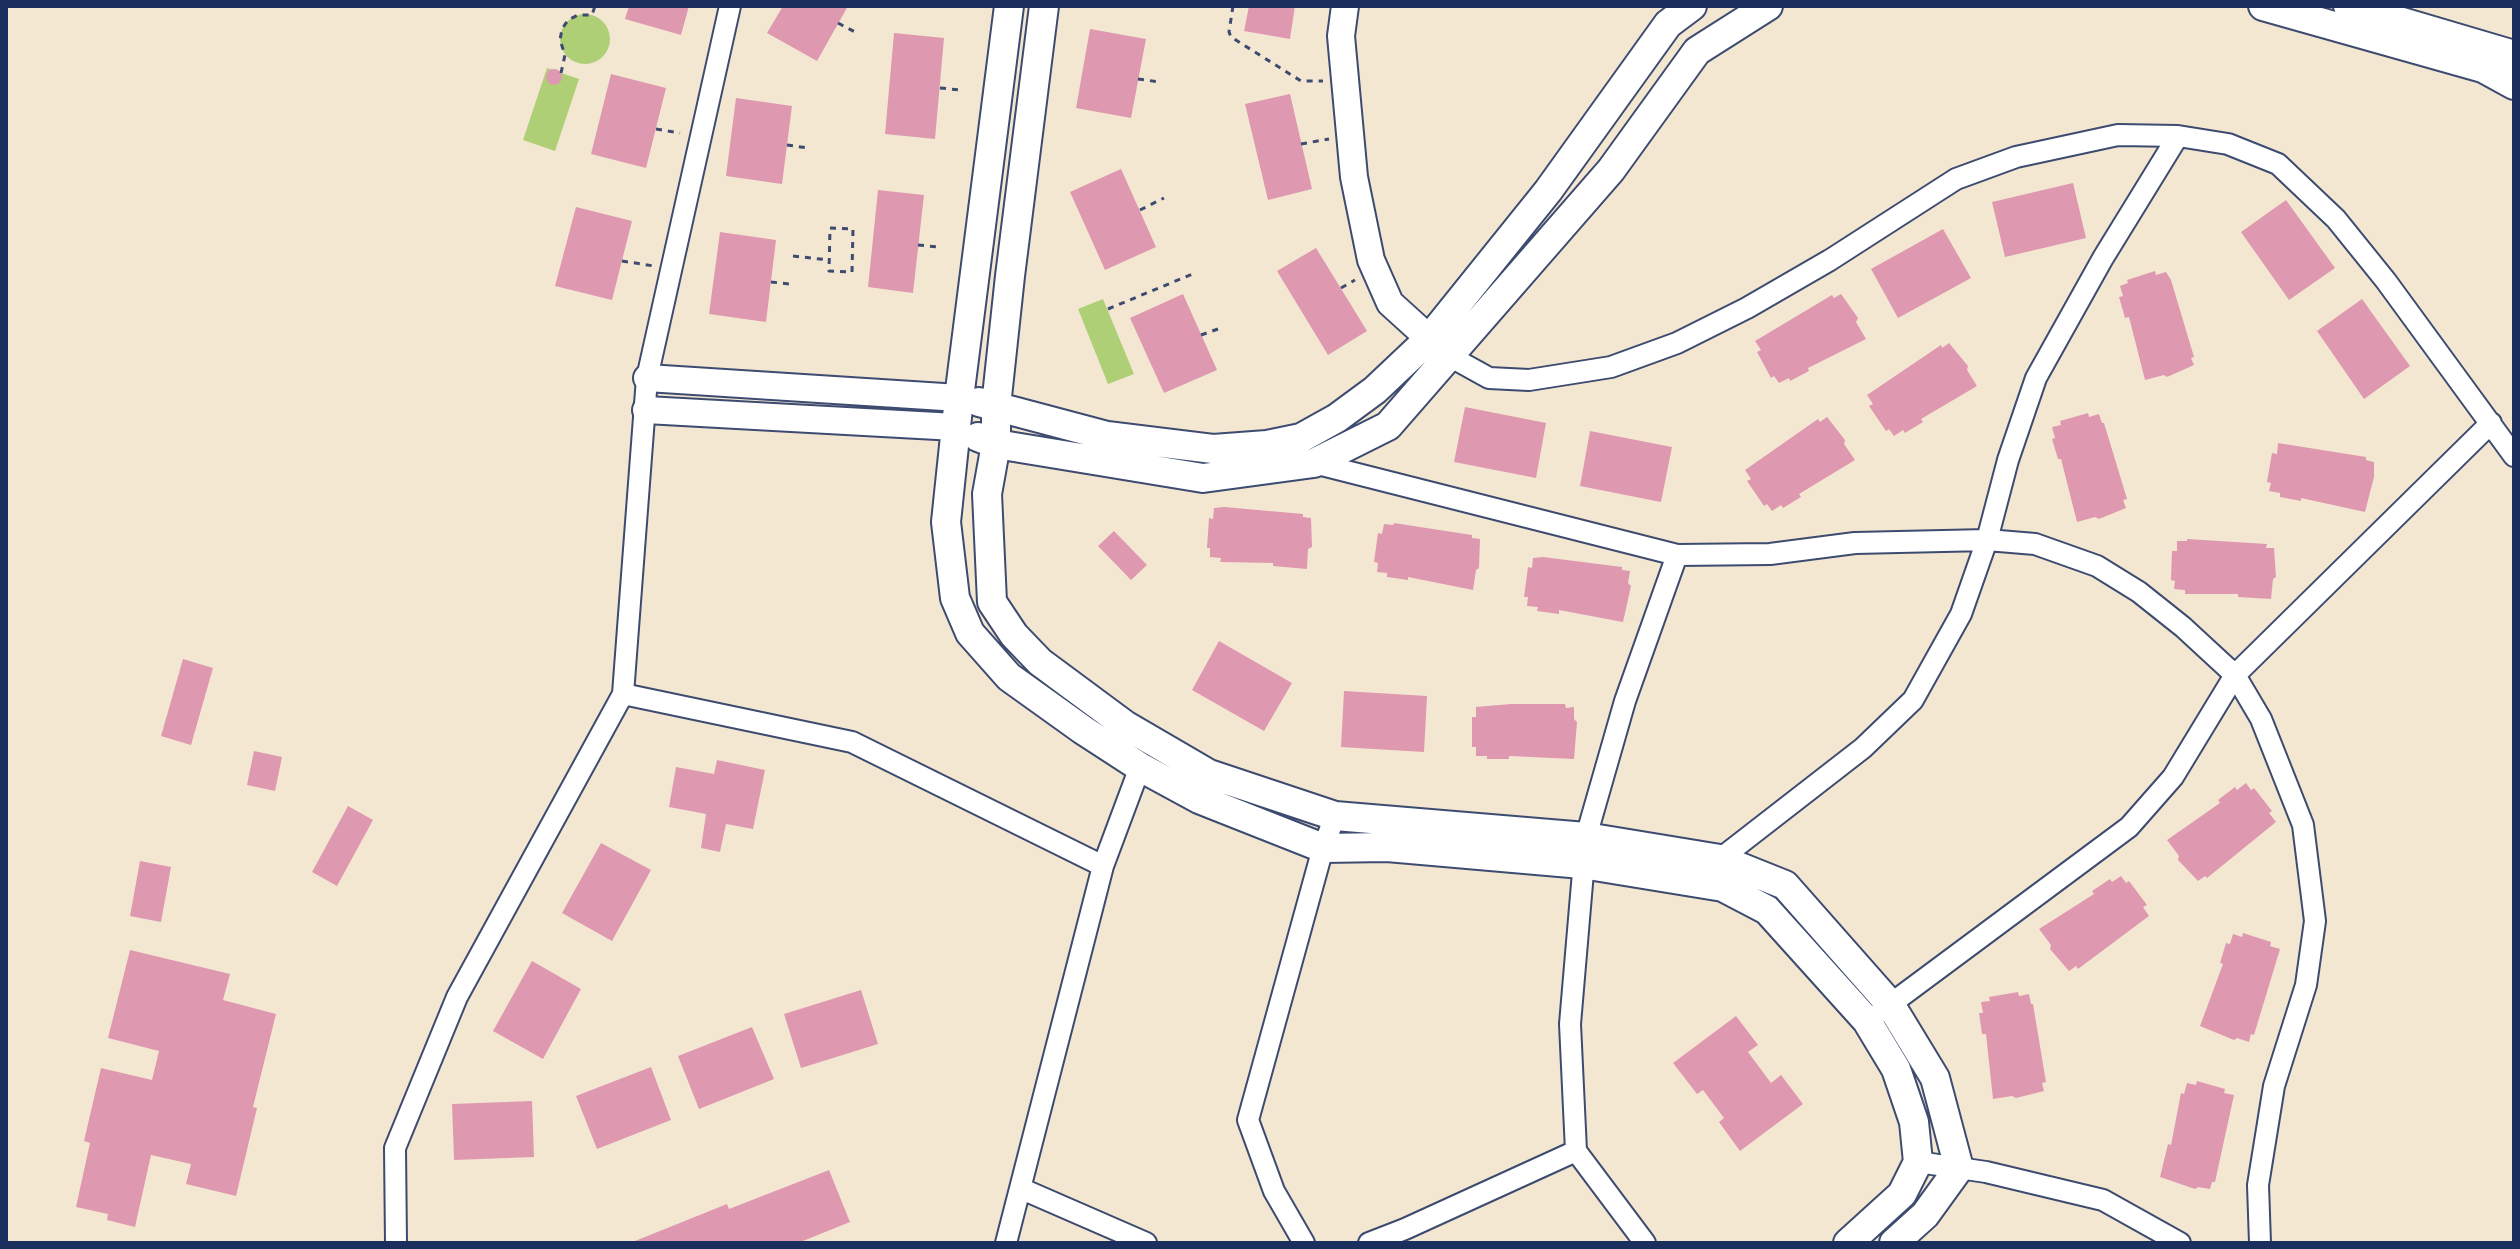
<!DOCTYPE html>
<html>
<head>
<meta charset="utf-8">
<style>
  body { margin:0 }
  #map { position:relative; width:2520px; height:1249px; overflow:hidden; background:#f4e7d2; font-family:Kalam,sans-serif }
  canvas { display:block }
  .frame { position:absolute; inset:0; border:8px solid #1b2f5e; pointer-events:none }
</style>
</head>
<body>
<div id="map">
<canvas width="2520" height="1249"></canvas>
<div class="frame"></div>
</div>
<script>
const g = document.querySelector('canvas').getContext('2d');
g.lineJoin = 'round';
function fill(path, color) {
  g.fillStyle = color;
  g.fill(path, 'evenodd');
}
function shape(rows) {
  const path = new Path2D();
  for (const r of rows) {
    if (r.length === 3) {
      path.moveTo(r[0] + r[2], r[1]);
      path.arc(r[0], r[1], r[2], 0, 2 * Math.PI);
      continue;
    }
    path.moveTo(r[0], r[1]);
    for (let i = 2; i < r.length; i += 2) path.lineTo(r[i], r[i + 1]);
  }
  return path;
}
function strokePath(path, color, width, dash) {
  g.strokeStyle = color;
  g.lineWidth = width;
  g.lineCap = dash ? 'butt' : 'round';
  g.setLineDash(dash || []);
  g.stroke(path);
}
fill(shape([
  [585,39,25],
  [547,68,579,79,555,151,523,140],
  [1103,299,1134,374,1108,384,1078,309]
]), '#afcf77');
fill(shape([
  [629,6,689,6,681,35,625,19],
  [783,6,848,6,817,61,767,33],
  [1249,6,1295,6,1290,39,1244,31],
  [1090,29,1146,39,1131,118,1076,108],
  [894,33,944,38,935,139,885,134],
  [554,77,8],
  [611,74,666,88,646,168,591,154],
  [1290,94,1312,189,1268,200,1245,104],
  [736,98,792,106,782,184,726,176],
  [1121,169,1156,247,1105,270,1070,192],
  [2073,183,2086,238,2005,257,1992,202],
  [878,190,924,195,913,293,868,287],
  [2286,200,2335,268,2289,300,2241,232],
  [576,207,632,221,612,300,555,286],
  [1943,229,1971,278,1898,318,1871,269],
  [720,232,776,240,766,322,709,314],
  [1316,248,1367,331,1328,355,1277,271],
  [2155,271,2156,275,2166,272,2171,280,2194,357,2191,358,2194,365,2167,377,2164,375,2145,380,2129,317,2125,318,2119,297,2123,296,2120,286,2128,283,2127,280],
  [1183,294,1217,370,1164,393,1130,318],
  [1841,294,1858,318,1856,322,1866,339,1808,368,1809,371,1790,381,1789,378,1779,383,1774,376,1771,378,1757,352,1761,350,1755,341,1832,295,1834,298],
  [2362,299,2410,366,2364,399,2317,331],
  [1949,343,1968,366,1967,370,1977,386,1921,419,1923,422,1905,433,1903,430,1894,436,1889,429,1886,431,1869,406,1873,404,1867,395,1941,345,1942,348],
  [1465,407,1546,423,1536,478,1454,462],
  [2088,413,2089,417,2099,414,2102,423,2104,423,2127,499,2123,500,2126,508,2099,519,2095,517,2077,522,2061,459,2058,459,2052,439,2055,438,2052,427,2061,425,2060,421],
  [1827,417,1845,440,1844,444,1855,460,1799,494,1801,497,1783,508,1781,505,1772,511,1767,504,1764,506,1747,481,1751,479,1745,470,1818,419,1820,422],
  [1590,431,1672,447,1661,502,1580,486],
  [2278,443,2366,457,2366,460,2374,462,2374,477,2365,512,2301,498,2301,501,2280,497,2280,493,2269,491,2271,483,2267,482,2272,453,2277,454],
  [1224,507,1303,514,1303,517,1311,518,1312,547,1308,549,1307,569,1273,566,1273,563,1220,562,1221,558,1210,557,1210,548,1207,548,1209,518,1213,519,1214,508],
  [1394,523,1472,535,1472,538,1480,539,1479,568,1476,570,1473,590,1408,577,1408,580,1387,577,1387,573,1377,572,1378,563,1374,562,1378,533,1382,534,1384,524,1393,525],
  [1114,531,1147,565,1131,580,1098,546],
  [2187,539,2267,544,2266,548,2274,548,2276,577,2273,579,2271,599,2238,597,2238,594,2185,594,2185,590,2174,589,2175,581,2171,580,2172,551,2177,551,2177,541,2187,541],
  [1543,557,1622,567,1622,570,1630,571,1628,583,1631,586,1623,622,1559,610,1559,614,1537,611,1538,607,1527,606,1528,597,1524,597,1528,567,1532,568,1533,558],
  [1219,641,1292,683,1264,731,1192,690],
  [183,659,213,668,191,745,161,736],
  [1344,691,1427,696,1424,752,1341,747],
  [1511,704,1565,704,1566,708,1574,707,1574,719,1577,722,1574,759,1509,756,1509,759,1487,759,1487,756,1476,756,1476,747,1472,747,1472,717,1476,717,1476,707],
  [254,751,282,757,275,791,247,785],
  [717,760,765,770,753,829,726,824,720,852,701,848,706,814,669,807,676,767,714,774],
  [2246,783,2251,790,2254,788,2272,811,2269,813,2276,822,2207,878,2205,876,2198,881,2178,860,2179,856,2167,840,2220,803,2218,800,2235,787,2237,790],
  [348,806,373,820,337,886,312,872],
  [601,843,651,870,612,941,562,913],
  [140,861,171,867,161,922,130,916],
  [2121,876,2126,883,2129,881,2147,905,2143,907,2149,916,2078,969,2076,966,2069,971,2050,949,2051,945,2039,929,2094,894,2092,891,2110,879,2112,882],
  [2243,933,2271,942,2270,946,2280,949,2254,1035,2251,1034,2249,1042,2237,1038,2234,1040,2200,1026,2223,964,2220,963,2226,943,2230,944,2233,934,2242,937],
  [130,950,230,974,223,1000,276,1014,253,1107,257,1108,236,1196,186,1184,191,1164,151,1155,135,1227,107,1220,108,1214,76,1207,90,1143,84,1141,101,1068,152,1080,159,1051,108,1038],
  [532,961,581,989,543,1059,493,1031],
  [861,990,878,1044,801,1068,784,1014],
  [2018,992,2019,996,2029,994,2031,1004,2033,1004,2046,1082,2042,1083,2044,1091,2016,1098,2012,1096,1993,1099,1986,1034,1982,1034,1979,1013,1983,1013,1981,1002,1990,1001,1989,997],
  [1736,1016,1758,1045,1748,1052,1771,1083,1781,1075,1803,1104,1740,1151,1719,1122,1724,1118,1703,1090,1697,1094,1673,1063],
  [752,1027,774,1079,699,1109,678,1056],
  [651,1067,671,1120,597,1149,576,1096],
  [2197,1081,2225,1089,2224,1093,2234,1095,2215,1182,2212,1182,2210,1189,2198,1187,2195,1189,2160,1177,2168,1144,2171,1145,2181,1093,2184,1094,2187,1083,2196,1085],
  [532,1101,534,1157,454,1160,452,1104],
  [829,1170,850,1222,798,1243,630,1243,727,1204,729,1209]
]), '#de99b0');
const minor = shape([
  [1451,357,1489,378,1529,380,1611,367,1677,343,1747,308,1830,260,1956,179,2016,157,2118,135,2178,136,2228,144,2278,164,2336,219,2386,281,2514,456],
  [1314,463,1677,555,1770,554,1855,543,1987,540,2035,544,2097,566,2139,592,2183,627,2235,675,2261,719,2303,825,2315,921,2306,985,2274,1086,2258,1185,2260,1243],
  [623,694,852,742,1103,866],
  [1720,859,1863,748,1913,700,1961,614,1987,540,2008,460,2036,378,2103,258,2178,136],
  [1880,1012,2129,827,2173,777,2235,675,2491,423],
  [1918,1162,1986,1172,2103,1200,2180,1243],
  [1022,1189,1146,1243],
  [396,1243,395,1148,457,997,623,694,647,378,730,6],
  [1006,1243,1103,866,1140,767],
  [1304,1243,1274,1191,1248,1120,1323,848,1335,816],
  [1369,1243,1405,1229,1576,1151],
  [1645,1243,1576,1151,1570,1024,1586,837,1625,701,1677,555]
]);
const tertiary = shape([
  [1345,6,1341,36,1354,177,1371,260,1390,303,1444,352],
  [647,378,959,398],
  [646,410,955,427]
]);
const secondary = shape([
  [1009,6,959,398,946,522,955,598,970,633,1009,677,1083,730,1140,767,1199,799,1323,848,1387,847,1582,864,1723,887,1767,910,1867,1021,1896,1069,1914,1122,1918,1162,1902,1194,1848,1243],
  [1044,6,1010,276,996,406,996,444,987,494,992,602,1014,635,1040,662,1125,725,1209,774,1335,816,1586,837,1720,859,1785,885,1890,1004,1935,1078,1959,1168,1925,1215,1894,1243],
  [2263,6,2483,68,2514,85],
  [2348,6,2514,55],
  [979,402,1107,436,1213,449,1267,445,1301,438,1337,418,1375,390,1429,339,1548,191,1668,24,1692,6],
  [978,437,996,444,1203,478,1314,463,1388,426,1611,170,1697,51,1768,6]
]);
strokePath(minor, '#3c4b6f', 24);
strokePath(tertiary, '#3c4b6f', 30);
strokePath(secondary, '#3c4b6f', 32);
strokePath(shape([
  [1233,6,1229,32,1231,37,1301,81,1323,81],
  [838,23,855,32],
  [561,73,565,55,560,40,562,29,568,20,578,15,592,15,595,6],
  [1138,79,1160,82],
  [940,88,961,90],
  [656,129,680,133],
  [1301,144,1329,139],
  [787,145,808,148],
  [1140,210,1164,198],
  [830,228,853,229,852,272,829,271,830,228],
  [918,245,939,247],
  [793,256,829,260],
  [622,261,654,266],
  [771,282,790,284],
  [1341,288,1355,280],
  [1108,309,1195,273],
  [1201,335,1218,329]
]), '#3c4b6f', 3, [6, 6]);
strokePath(minor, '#fff', 20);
strokePath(tertiary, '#fff', 26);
strokePath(secondary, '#fff', 28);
</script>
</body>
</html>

Task details: Counting only lines that contain the string "canvas", how many are there in the data above? Give the number alone.

Answer to the exercise: 3